I freeze. The sound of my name in his mouth, rich and smooth and edged in nerves, hooks me like an anchor, dragging me back in time. But it also feels like the rush of something new. It’s the first time he’s said my name. And now I don’t know what to say to him. Because the last time we spoke, I broke his heart.
“Hi,” I squeak out, shuffling back as he tries to sweep up the mounds of glitter. My shirt’s drenched in the stuff. “What’s up?” There. That feels like what one guy says to another guy—when they’re friendly acquaintances, not buds or bros or anything that matters.

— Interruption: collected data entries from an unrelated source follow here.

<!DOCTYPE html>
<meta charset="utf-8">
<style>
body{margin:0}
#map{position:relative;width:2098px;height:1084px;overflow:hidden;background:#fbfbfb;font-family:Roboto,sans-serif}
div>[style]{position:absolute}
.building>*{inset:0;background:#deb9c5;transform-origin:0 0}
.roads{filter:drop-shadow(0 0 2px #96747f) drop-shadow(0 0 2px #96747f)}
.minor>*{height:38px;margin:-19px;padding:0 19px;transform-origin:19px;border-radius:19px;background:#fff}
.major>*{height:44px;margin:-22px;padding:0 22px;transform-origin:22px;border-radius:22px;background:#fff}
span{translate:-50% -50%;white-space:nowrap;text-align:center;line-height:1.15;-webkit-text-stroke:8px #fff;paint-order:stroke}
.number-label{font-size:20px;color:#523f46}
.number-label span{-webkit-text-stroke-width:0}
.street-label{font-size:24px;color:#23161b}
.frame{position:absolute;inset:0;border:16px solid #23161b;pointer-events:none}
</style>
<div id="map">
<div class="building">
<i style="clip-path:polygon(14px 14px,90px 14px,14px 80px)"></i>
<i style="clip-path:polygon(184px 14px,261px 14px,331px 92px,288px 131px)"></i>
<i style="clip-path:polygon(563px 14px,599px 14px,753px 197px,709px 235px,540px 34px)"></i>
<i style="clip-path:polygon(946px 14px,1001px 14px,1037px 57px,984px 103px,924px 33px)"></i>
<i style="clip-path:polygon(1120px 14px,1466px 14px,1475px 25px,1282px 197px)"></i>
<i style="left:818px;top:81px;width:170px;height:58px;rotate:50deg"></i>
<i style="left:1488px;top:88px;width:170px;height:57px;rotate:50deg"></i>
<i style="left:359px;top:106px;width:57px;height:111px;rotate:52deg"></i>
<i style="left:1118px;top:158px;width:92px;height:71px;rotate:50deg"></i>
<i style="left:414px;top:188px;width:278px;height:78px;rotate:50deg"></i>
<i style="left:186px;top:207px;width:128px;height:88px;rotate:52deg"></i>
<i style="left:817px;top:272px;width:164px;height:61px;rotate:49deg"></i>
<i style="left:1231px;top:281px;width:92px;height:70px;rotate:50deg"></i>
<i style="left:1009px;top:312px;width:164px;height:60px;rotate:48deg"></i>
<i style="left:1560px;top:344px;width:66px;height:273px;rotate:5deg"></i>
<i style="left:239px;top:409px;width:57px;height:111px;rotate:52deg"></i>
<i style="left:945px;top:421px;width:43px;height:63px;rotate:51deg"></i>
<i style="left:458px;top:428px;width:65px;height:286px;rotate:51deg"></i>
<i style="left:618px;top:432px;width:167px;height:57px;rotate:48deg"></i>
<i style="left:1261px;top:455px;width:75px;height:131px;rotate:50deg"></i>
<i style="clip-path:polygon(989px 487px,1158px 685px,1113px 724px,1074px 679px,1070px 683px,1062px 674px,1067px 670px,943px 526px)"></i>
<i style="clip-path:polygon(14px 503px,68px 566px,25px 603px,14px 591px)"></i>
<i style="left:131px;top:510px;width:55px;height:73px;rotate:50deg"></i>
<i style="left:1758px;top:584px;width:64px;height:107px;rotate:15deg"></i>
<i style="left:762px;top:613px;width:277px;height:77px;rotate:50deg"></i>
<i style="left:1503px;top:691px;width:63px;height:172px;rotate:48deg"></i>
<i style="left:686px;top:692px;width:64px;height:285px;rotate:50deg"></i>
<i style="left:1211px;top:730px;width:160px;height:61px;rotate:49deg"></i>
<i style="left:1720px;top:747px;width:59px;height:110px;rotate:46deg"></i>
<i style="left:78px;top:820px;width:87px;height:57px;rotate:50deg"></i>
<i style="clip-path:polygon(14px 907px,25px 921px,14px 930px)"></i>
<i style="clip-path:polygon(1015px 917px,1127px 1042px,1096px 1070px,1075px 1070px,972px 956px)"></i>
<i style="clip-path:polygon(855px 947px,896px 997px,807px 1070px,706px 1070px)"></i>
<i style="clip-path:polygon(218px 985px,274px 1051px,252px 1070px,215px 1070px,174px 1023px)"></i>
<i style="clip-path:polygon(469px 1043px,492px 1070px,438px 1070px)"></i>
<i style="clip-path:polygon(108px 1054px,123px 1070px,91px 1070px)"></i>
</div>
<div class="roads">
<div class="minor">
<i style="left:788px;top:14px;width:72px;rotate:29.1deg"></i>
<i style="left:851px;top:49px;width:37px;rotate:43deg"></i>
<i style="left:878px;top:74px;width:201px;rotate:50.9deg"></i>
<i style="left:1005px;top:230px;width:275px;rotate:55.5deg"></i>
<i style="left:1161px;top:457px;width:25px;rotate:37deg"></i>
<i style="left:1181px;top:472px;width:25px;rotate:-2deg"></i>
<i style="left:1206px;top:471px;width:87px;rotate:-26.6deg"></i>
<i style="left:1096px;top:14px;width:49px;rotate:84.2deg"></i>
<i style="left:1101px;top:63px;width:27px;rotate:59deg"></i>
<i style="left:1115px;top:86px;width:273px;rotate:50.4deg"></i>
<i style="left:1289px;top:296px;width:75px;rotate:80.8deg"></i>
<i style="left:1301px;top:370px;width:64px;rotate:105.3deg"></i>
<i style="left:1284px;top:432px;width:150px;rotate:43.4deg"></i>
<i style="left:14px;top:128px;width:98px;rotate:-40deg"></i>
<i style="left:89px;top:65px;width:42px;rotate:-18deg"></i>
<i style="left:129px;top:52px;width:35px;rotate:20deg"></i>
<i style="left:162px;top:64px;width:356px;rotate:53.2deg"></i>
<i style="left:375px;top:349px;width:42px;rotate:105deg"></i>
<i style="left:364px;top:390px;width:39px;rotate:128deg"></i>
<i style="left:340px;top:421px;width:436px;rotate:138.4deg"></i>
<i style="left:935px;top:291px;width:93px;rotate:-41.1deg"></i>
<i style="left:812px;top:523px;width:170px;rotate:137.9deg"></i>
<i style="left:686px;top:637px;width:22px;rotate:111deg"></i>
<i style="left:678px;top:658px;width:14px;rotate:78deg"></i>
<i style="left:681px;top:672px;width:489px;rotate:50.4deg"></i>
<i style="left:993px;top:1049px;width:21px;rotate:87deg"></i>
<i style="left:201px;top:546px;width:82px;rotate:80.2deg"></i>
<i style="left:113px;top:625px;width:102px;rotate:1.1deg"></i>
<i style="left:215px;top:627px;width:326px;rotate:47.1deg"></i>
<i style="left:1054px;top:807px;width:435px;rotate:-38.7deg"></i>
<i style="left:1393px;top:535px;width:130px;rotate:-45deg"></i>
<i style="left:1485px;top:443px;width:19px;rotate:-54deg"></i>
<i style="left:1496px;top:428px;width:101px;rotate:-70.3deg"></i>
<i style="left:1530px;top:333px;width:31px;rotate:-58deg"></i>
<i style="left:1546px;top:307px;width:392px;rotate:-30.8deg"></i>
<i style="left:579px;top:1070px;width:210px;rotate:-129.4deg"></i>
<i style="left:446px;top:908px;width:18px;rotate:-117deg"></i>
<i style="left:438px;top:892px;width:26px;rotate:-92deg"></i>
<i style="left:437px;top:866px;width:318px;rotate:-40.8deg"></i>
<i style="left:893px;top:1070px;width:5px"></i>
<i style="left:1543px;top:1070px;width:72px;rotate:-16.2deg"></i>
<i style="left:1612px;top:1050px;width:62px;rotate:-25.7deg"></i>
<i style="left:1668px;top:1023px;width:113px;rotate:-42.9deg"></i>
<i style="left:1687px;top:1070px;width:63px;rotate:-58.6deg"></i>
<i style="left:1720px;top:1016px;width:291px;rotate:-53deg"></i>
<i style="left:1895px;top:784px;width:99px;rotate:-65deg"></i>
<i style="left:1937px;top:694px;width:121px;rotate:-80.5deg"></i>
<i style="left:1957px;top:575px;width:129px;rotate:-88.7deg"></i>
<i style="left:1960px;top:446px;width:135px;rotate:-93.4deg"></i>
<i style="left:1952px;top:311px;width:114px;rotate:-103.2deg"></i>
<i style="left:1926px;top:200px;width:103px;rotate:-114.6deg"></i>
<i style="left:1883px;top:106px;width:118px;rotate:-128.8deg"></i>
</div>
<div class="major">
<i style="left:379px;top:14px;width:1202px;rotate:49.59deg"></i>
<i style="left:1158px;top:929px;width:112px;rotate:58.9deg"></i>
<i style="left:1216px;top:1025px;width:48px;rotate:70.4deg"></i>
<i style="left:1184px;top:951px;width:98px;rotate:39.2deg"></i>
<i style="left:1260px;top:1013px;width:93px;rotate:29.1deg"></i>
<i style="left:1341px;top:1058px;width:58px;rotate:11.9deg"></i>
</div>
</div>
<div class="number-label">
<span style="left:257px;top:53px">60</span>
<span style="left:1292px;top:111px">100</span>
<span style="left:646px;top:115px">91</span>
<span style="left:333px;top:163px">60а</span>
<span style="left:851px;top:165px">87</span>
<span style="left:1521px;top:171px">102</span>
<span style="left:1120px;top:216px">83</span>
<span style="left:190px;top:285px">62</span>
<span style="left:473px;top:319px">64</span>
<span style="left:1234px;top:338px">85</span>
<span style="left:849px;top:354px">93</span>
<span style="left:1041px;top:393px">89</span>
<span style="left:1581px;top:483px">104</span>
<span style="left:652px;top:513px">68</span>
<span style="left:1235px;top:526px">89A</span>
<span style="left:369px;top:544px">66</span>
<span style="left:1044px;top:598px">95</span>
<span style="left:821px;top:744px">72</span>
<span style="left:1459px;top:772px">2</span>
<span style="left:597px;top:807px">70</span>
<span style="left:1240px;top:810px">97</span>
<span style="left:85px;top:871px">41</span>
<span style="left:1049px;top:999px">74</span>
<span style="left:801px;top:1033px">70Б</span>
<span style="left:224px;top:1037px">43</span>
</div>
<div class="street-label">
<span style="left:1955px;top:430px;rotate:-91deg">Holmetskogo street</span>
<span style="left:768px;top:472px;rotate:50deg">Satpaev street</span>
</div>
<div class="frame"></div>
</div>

He shrugs. But as I try to slide past him, he gives up on the glitter and puts a hand on my arm. “Hey. Are you okay?” he asks. And then I remember my blotchy red face and the cursed garment bag I’m holding. His voice is genuine and warm. Concerned. And I hate it. Because who the hell gets concerned about the feelings of their exes, especially after how mean I was to him? He probably just sees me as a hysterical girl he needs to calm down.
Some people sink past the ears in sexism until it colors everything they see, but not Lukas, says the voice at the back of my mind. Lukas cares about everyone, regardless of gender. He cares so much it hurts him. And I only care about me.
“I’m fine,” I say. “Super fine.” I move to walk away and then hesitate. “Hey, you’re leading Homecoming Committee this year, right?” I know he is. He’s been on the committee since he was a freshman, working his way up the ladder. Lukas loves organizing complicated, flashy events. “Will you put my name down on the court ballot?”